§ **Your assignment**: Every entry below is to be copied word for word, with its pictures removed.

# # #

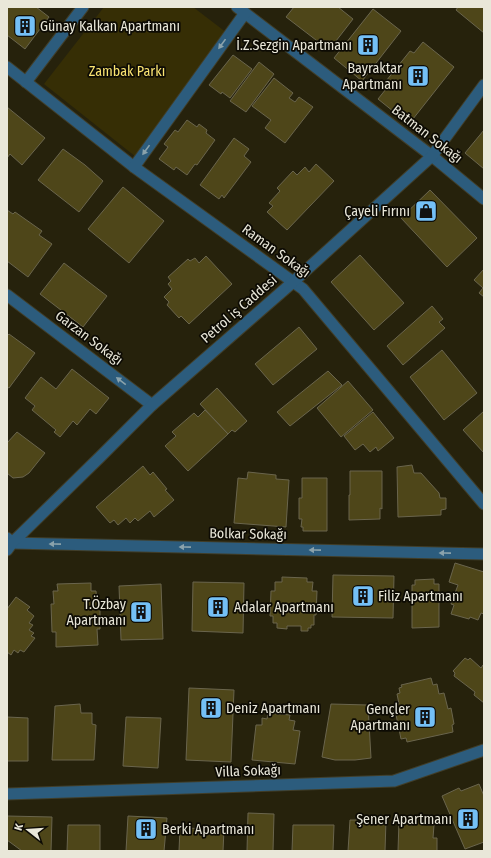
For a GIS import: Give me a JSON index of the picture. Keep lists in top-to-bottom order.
{
  "streets": {
    "street": [
      "Batman Sokağı",
      "Raman Sokağı",
      "Petrol iş Caddesi",
      "Garzan Sokağı",
      "Bolkar Sokağı",
      "Villa Sokağı"
    ]
  },
  "crossings": [
    ["Batman Sokağı", "Petrol iş Caddesi"],
    ["Raman Sokağı", "Petrol iş Caddesi"],
    ["Petrol iş Caddesi", "Garzan Sokağı"],
    ["Petrol iş Caddesi", "Bolkar Sokağı"]
  ],
  "one_way": ["Garzan Sokağı", "Bolkar Sokağı"],
  "parks": ["Zambak Parkı"],
  "places": {
    "building": [
      "Günay Kalkan Apartmanı",
      "İ.Z.Sezgin Apartmanı",
      "Bayraktar Apartmanı",
      "Filiz Apartmanı",
      "Adalar Apartmanı",
      "T.Özbay Apartmanı",
      "Deniz Apartmanı",
      "Gençler Apartmanı",
      "Şener Apartmanı",
      "Berki Apartmanı"
    ],
    "shop": ["Çayeli Fırını"]
  },
  "north": "left"
}
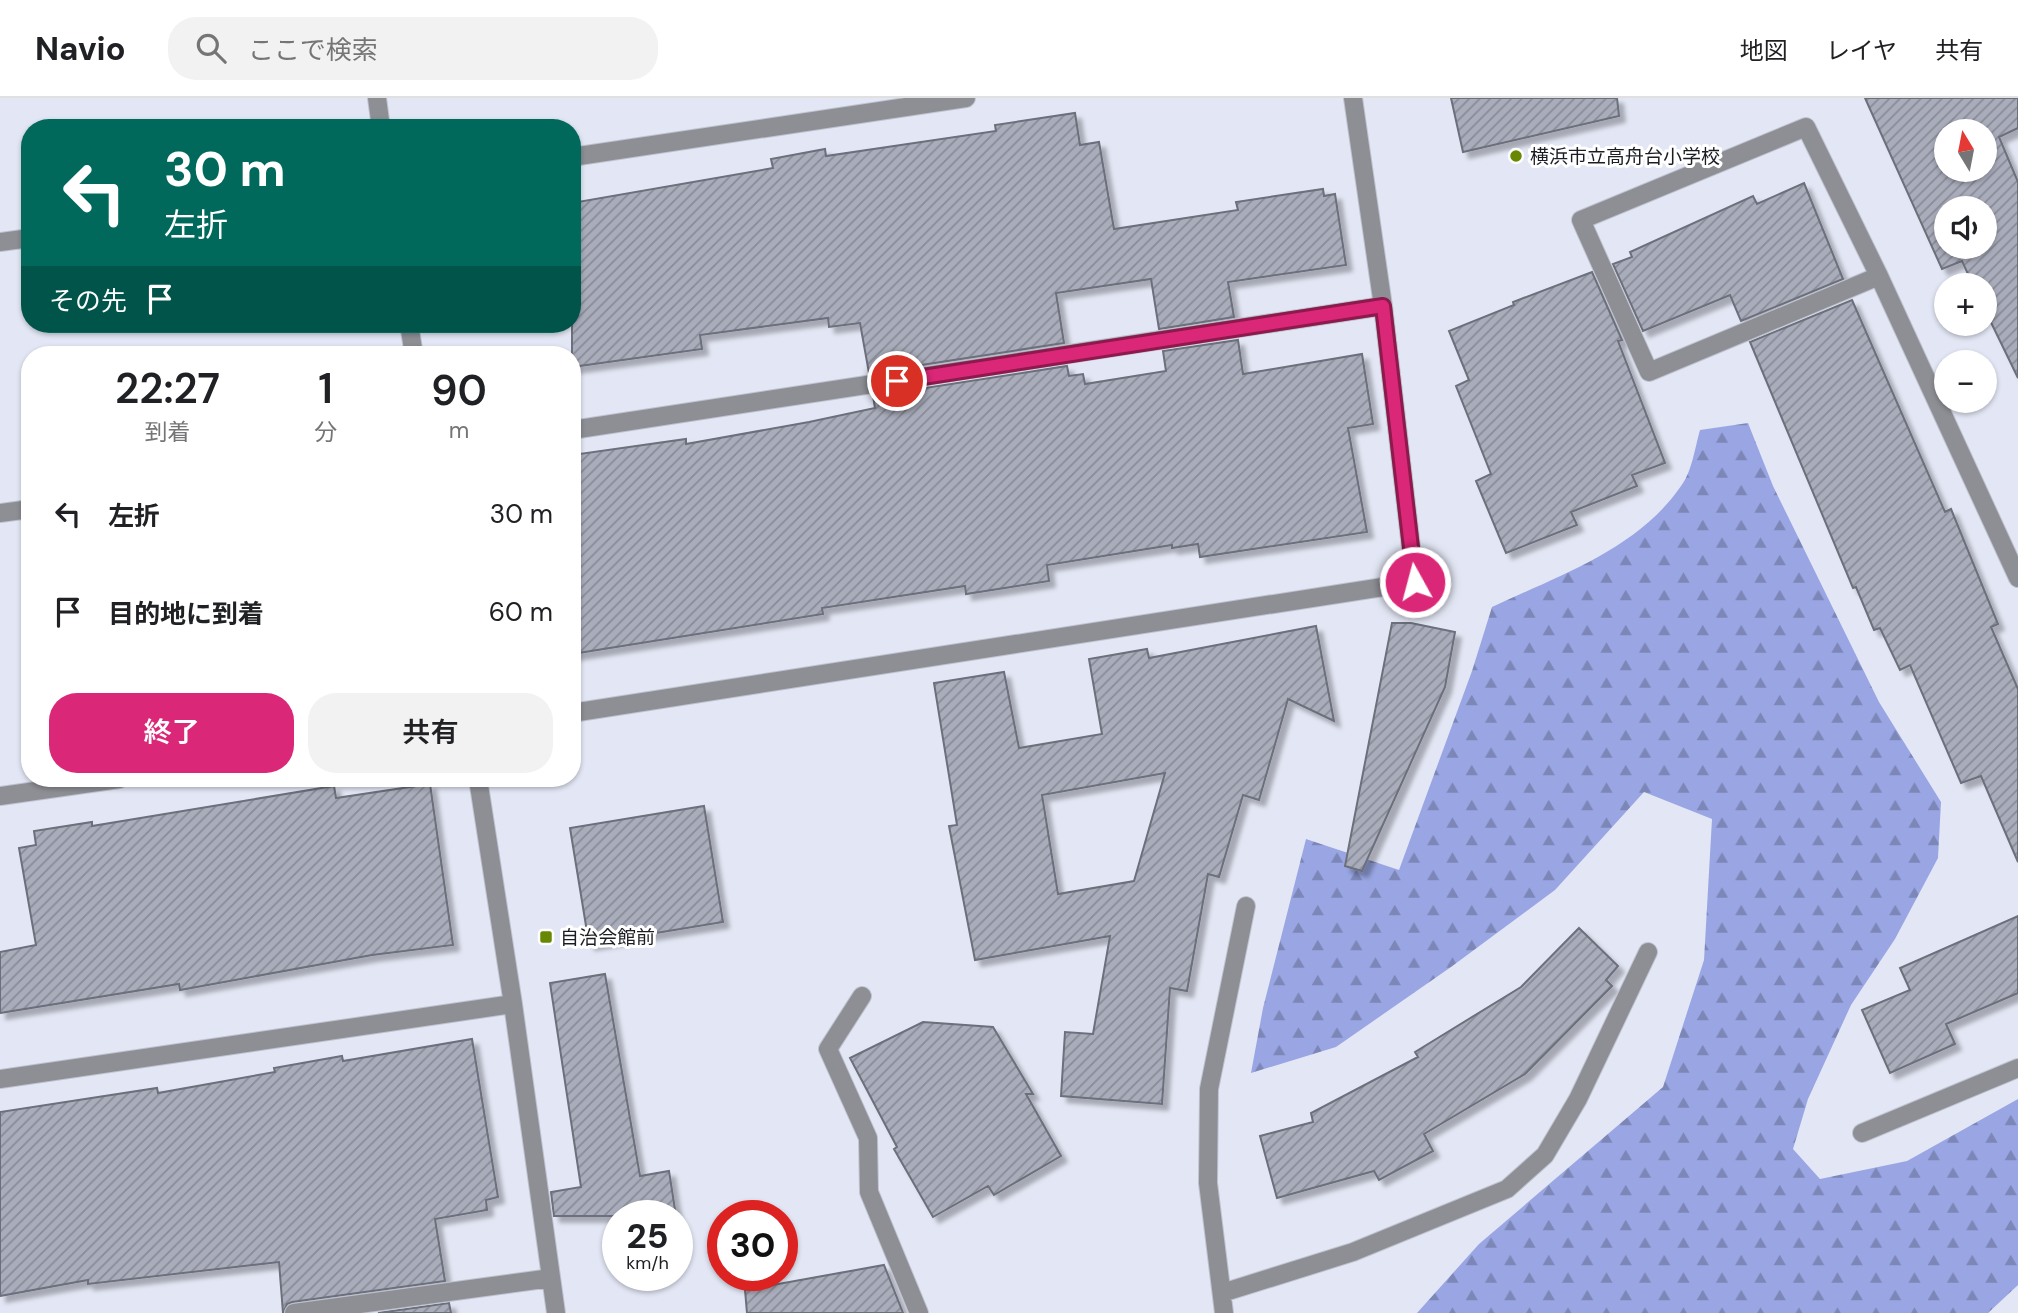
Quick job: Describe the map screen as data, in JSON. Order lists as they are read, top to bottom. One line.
{"places":{"other":["横浜市立高舟台小学校"],"transit":["自治会館前"]},"north":"top","page":{"header":"Navio","search":"ここで検索","nav":["地図","レイヤ","共有"],"map_buttons":["+","−"],"turn":["30 m","左折"],"then":"その先","eta":["22:27","到着","1","分","90","m"],"list":[{"name":"左折","value":"30 m"},{"name":"目的地に到着","value":"60 m"}],"buttons":["終了","共有"],"speed":"25 km/h","limit":"30"}}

# # #

§ **Response to this task**:
For a GIS import: Give me a JSON index of the picture. Keep lists in top-to-bottom order.
{
  "streets": {
    "street": [
      "Batman Sokağı",
      "Raman Sokağı",
      "Petrol iş Caddesi",
      "Garzan Sokağı",
      "Bolkar Sokağı",
      "Villa Sokağı"
    ]
  },
  "crossings": [
    ["Batman Sokağı", "Petrol iş Caddesi"],
    ["Raman Sokağı", "Petrol iş Caddesi"],
    ["Petrol iş Caddesi", "Garzan Sokağı"],
    ["Petrol iş Caddesi", "Bolkar Sokağı"]
  ],
  "one_way": ["Garzan Sokağı", "Bolkar Sokağı"],
  "parks": ["Zambak Parkı"],
  "places": {
    "building": [
      "Günay Kalkan Apartmanı",
      "İ.Z.Sezgin Apartmanı",
      "Bayraktar Apartmanı",
      "Filiz Apartmanı",
      "Adalar Apartmanı",
      "T.Özbay Apartmanı",
      "Deniz Apartmanı",
      "Gençler Apartmanı",
      "Şener Apartmanı",
      "Berki Apartmanı"
    ],
    "shop": ["Çayeli Fırını"]
  },
  "north": "left"
}
Quick job: Describe the map screen as data, in JSON. Order lists as they are read, top to bottom. One line.
{"places":{"other":["横浜市立高舟台小学校"],"transit":["自治会館前"]},"north":"top","page":{"header":"Navio","search":"ここで検索","nav":["地図","レイヤ","共有"],"map_buttons":["+","−"],"turn":["30 m","左折"],"then":"その先","eta":["22:27","到着","1","分","90","m"],"list":[{"name":"左折","value":"30 m"},{"name":"目的地に到着","value":"60 m"}],"buttons":["終了","共有"],"speed":"25 km/h","limit":"30"}}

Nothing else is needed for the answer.